Stored data:

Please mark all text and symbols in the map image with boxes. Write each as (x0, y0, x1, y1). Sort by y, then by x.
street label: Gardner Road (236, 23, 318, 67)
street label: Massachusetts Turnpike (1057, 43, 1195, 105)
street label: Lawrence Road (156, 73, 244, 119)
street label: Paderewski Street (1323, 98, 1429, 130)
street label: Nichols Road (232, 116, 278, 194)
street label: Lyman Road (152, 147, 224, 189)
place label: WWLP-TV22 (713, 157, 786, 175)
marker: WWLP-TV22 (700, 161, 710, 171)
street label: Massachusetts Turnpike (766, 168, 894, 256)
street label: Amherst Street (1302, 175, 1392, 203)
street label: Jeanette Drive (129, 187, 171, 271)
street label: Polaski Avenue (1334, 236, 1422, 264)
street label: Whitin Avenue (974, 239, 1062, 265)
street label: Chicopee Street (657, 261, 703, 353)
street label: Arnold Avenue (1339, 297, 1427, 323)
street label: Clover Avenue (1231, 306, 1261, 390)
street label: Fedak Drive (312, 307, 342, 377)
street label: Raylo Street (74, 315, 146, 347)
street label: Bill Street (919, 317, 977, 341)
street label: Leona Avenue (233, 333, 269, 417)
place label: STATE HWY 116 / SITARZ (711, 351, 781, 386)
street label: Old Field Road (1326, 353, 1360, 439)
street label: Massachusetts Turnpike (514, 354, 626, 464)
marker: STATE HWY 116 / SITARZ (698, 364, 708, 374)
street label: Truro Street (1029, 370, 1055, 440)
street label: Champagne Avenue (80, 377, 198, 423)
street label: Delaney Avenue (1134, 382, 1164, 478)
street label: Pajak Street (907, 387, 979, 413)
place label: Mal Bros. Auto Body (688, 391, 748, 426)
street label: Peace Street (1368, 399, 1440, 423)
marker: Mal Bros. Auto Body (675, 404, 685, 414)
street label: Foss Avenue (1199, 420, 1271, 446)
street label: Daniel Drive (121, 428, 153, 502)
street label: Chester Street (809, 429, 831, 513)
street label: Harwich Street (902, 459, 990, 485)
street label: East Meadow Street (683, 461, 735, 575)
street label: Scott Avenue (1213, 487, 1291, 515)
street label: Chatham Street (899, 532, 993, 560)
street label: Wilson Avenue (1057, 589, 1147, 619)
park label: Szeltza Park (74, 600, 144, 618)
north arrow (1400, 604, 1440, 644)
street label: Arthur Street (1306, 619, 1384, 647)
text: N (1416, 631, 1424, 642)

> EXERCISE AIM: Find the lines in the data that include "marker", then copy each of them.

> THE COMPLETED TASK:
marker: WWLP-TV22 (700, 161, 710, 171)
marker: STATE HWY 116 / SITARZ (698, 364, 708, 374)
marker: Mal Bros. Auto Body (675, 404, 685, 414)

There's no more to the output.